Record excerpts Start Marker

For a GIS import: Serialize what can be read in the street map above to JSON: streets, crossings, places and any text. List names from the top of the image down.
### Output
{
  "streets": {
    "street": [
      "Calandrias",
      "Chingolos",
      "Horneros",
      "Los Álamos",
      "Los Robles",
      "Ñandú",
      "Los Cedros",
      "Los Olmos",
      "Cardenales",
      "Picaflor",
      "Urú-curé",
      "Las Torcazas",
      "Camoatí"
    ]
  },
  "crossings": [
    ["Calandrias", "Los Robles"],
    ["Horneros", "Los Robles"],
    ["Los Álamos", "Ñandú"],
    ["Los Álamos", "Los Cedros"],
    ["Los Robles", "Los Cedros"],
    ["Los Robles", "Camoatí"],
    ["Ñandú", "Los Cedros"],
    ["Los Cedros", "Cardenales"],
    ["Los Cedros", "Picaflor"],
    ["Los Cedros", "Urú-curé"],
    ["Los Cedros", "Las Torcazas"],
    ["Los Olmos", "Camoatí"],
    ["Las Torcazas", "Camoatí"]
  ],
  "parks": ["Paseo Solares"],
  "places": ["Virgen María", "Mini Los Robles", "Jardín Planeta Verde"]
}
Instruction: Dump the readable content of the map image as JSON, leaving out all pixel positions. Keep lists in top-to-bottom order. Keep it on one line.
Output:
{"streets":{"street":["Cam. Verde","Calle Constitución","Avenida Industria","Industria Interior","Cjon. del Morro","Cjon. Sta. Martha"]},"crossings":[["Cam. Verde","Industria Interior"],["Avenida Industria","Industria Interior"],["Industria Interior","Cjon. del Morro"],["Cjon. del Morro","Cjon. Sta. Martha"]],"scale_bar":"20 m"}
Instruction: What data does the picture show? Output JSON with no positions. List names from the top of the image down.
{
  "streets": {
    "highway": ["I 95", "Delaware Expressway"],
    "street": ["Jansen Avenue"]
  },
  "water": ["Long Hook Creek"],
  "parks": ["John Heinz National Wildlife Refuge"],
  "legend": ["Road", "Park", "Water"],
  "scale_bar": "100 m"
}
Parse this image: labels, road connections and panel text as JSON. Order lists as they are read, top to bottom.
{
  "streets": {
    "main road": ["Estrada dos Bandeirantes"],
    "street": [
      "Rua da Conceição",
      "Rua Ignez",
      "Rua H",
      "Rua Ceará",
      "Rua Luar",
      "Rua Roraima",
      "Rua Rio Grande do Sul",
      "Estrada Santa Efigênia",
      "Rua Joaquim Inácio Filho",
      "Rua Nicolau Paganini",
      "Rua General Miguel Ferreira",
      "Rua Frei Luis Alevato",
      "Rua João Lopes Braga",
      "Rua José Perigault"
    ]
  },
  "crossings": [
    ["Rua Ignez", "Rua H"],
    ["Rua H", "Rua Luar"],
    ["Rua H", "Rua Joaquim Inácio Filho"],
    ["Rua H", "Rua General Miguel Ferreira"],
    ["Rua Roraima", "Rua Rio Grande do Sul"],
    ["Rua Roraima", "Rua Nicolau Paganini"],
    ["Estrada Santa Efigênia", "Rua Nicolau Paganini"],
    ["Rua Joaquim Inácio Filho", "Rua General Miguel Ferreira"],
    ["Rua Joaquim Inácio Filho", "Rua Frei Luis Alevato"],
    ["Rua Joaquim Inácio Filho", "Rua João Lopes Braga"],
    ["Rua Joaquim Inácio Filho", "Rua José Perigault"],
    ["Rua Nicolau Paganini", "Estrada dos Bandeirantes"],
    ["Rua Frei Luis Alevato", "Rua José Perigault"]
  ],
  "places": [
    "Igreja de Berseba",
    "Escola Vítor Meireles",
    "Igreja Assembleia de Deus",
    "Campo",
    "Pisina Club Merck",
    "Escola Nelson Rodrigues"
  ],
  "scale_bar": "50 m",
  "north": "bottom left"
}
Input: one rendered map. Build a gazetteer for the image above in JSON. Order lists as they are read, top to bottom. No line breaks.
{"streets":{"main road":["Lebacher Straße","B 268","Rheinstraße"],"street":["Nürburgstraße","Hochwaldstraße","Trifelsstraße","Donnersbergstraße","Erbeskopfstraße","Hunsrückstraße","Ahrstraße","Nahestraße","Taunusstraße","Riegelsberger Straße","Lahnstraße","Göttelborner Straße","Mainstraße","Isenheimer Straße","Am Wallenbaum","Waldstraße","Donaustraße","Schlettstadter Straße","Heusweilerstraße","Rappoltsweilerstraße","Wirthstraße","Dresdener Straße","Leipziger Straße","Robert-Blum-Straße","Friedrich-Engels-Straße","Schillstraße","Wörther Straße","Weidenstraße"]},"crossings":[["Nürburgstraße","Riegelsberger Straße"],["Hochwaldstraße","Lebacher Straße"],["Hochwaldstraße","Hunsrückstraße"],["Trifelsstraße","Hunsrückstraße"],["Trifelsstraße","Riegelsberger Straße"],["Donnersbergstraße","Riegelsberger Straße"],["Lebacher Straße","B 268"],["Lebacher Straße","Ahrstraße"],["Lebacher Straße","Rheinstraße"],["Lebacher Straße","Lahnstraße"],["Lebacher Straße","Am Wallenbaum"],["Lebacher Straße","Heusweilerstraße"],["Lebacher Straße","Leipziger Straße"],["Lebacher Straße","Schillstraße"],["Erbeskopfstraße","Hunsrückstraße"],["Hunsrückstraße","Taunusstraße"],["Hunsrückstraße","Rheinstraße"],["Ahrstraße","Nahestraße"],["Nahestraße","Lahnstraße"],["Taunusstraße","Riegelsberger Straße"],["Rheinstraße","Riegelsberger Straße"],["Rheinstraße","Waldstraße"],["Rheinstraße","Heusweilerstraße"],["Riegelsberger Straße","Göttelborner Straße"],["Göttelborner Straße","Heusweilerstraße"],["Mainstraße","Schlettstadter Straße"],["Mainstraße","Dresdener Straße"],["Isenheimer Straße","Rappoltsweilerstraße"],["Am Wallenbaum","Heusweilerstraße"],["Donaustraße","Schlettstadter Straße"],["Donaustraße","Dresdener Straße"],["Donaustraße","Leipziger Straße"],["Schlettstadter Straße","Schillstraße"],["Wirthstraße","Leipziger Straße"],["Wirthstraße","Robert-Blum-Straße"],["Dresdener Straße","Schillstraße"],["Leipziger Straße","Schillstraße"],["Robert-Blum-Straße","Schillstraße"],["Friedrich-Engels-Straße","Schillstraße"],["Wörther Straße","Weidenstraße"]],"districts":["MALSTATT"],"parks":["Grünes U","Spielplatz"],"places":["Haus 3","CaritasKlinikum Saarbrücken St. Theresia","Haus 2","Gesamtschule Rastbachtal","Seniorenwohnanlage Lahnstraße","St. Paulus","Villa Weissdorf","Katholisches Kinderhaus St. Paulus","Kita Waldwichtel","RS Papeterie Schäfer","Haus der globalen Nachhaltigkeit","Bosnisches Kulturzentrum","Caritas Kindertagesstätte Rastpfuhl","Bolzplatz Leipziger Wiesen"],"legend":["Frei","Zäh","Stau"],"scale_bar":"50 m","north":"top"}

Record excerpts End Marker

### Your assignment
Copy out each line in the listing that has the word "General".

### Result of the task
      "Rua General Miguel Ferreira",
    ["Rua H", "Rua General Miguel Ferreira"],
    ["Rua Joaquim Inácio Filho", "Rua General Miguel Ferreira"],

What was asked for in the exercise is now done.